- What you should do: Restate word for word the lines that begin the listing and end with the line holding "width:36px; height:36px; display:grid;".

Material shown Start Marker

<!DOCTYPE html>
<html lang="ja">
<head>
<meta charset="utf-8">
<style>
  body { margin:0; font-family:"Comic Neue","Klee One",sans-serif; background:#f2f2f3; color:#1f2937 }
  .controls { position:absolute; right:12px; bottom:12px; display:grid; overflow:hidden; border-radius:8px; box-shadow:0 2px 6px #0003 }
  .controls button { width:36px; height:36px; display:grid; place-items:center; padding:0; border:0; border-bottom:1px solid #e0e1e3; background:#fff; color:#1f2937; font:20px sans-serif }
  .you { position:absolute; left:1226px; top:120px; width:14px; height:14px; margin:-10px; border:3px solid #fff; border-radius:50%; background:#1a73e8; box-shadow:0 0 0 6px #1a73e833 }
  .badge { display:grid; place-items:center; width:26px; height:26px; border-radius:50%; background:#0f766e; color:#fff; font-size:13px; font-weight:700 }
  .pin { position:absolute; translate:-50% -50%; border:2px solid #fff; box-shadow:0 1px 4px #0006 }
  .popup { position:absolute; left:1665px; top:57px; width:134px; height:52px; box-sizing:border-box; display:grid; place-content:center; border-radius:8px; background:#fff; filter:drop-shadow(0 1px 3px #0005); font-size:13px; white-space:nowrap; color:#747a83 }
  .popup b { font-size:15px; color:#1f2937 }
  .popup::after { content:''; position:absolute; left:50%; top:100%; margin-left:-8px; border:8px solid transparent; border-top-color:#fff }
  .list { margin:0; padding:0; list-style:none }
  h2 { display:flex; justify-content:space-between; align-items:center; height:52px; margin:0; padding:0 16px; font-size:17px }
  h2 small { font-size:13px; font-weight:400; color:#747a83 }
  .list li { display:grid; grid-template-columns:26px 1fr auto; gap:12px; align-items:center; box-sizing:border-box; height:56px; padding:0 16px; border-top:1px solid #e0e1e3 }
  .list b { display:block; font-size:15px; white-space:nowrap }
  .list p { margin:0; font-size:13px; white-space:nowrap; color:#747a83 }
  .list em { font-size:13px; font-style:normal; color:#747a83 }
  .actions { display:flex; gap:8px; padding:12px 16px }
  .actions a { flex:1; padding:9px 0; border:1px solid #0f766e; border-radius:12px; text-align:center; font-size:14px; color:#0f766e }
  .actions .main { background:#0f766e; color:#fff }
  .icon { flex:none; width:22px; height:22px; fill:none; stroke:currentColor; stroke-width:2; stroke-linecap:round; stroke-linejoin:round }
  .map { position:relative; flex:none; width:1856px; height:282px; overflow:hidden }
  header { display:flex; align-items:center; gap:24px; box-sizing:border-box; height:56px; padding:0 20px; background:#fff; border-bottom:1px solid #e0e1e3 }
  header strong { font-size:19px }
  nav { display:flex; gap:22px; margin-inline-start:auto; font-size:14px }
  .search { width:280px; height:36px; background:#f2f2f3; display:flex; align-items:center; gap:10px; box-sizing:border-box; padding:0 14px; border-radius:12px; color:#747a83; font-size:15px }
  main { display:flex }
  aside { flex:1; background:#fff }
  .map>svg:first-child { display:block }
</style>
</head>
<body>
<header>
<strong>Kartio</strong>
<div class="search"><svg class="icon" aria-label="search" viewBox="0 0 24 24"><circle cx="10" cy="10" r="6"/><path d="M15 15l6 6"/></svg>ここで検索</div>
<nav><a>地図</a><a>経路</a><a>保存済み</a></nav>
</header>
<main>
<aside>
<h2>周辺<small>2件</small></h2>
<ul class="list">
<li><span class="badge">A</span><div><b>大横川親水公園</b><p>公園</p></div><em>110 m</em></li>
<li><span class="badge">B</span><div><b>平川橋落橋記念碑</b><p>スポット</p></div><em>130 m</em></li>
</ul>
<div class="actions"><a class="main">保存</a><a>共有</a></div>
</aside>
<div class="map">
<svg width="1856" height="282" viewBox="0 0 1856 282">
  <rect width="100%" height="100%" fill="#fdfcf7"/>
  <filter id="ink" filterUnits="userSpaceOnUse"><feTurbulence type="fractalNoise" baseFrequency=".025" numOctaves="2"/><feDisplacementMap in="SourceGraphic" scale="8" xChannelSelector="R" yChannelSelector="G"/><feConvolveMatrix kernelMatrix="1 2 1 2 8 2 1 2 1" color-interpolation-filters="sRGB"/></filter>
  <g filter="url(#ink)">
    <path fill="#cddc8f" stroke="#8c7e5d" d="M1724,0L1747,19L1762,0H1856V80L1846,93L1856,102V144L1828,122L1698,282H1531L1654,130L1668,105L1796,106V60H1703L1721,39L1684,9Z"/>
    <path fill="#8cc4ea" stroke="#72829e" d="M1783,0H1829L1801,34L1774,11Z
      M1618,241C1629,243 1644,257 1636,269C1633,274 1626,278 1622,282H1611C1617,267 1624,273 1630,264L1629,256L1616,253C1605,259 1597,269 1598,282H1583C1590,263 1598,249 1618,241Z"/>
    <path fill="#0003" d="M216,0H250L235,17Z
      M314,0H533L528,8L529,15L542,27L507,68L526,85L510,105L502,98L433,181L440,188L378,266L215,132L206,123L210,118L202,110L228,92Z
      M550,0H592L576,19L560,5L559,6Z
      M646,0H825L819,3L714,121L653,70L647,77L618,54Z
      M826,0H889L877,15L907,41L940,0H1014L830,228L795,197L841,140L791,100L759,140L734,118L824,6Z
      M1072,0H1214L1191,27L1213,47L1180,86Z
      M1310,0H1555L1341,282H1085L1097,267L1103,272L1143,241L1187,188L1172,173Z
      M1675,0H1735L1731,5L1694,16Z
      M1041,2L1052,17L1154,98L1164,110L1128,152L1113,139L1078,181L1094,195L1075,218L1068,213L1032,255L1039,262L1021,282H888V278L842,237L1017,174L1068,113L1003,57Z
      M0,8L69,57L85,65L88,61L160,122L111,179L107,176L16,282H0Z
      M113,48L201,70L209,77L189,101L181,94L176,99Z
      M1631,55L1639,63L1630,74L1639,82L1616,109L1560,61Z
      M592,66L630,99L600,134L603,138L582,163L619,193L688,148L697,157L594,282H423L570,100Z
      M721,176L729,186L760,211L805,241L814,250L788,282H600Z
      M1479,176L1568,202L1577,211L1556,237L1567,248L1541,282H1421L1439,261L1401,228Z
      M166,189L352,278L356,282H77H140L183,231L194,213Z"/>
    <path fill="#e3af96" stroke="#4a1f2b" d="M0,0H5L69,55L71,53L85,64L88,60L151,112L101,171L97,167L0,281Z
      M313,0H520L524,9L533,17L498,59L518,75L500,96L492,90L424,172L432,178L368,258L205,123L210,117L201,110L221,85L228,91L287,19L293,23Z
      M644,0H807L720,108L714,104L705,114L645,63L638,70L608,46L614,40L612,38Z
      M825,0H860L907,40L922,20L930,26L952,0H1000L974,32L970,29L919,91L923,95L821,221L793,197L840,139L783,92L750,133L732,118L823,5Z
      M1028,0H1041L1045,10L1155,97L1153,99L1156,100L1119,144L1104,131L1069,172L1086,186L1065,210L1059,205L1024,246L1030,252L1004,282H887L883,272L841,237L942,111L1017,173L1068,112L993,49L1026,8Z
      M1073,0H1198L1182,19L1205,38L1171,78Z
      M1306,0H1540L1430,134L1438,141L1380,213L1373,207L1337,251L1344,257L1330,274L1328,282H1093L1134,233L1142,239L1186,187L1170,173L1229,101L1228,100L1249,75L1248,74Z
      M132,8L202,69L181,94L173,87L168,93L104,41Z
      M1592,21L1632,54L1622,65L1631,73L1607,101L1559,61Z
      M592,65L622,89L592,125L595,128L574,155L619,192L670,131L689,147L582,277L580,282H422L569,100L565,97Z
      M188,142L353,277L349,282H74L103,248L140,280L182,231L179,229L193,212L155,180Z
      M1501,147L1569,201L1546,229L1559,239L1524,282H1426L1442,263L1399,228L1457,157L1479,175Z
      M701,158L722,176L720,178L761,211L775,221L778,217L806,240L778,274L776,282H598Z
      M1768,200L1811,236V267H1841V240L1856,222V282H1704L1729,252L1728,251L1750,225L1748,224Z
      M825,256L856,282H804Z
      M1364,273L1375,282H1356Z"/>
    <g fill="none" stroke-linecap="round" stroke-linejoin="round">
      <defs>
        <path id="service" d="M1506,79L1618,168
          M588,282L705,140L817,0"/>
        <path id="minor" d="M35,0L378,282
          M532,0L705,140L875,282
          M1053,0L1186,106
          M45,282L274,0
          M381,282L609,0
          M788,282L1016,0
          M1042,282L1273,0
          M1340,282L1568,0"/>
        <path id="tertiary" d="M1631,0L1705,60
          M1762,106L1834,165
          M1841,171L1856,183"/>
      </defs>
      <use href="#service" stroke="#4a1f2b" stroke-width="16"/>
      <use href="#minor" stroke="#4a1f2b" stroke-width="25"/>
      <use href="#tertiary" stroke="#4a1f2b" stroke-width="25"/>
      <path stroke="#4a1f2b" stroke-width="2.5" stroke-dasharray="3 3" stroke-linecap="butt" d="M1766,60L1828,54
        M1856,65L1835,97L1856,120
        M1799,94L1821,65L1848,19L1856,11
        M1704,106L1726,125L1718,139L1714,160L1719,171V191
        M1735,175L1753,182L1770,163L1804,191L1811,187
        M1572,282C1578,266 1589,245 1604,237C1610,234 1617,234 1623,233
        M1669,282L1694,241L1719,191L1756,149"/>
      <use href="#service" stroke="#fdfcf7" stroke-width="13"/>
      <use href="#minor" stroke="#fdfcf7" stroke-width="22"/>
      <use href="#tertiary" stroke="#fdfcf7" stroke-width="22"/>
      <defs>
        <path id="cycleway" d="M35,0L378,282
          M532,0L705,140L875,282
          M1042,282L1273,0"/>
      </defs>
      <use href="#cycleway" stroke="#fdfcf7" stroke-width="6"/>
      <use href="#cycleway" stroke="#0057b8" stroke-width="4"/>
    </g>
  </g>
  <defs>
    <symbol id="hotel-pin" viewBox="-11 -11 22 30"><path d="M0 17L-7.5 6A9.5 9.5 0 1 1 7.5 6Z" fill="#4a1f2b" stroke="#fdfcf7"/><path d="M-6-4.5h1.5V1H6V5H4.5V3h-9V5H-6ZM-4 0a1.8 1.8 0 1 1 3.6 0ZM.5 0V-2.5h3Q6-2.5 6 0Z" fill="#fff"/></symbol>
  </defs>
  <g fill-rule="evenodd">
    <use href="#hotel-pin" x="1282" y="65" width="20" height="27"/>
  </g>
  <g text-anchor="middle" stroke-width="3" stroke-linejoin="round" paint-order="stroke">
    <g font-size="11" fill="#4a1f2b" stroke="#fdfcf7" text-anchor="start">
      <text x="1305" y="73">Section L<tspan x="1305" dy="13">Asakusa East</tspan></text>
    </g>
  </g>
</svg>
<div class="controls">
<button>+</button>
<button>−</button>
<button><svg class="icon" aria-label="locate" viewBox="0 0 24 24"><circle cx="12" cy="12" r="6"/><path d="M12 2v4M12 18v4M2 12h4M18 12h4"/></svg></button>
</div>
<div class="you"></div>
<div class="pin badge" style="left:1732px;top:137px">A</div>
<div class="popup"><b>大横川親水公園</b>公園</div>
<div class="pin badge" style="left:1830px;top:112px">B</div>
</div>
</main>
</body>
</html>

Material shown End Marker

- Task solution:
<!DOCTYPE html>
<html lang="ja">
<head>
<meta charset="utf-8">
<style>
  body { margin:0; font-family:"Comic Neue","Klee One",sans-serif; background:#f2f2f3; color:#1f2937 }
  .controls { position:absolute; right:12px; bottom:12px; display:grid; overflow:hidden; border-radius:8px; box-shadow:0 2px 6px #0003 }
  .controls button { width:36px; height:36px; display:grid; place-items:center; padding:0; border:0; border-bottom:1px solid #e0e1e3; background:#fff; color:#1f2937; font:20px sans-serif }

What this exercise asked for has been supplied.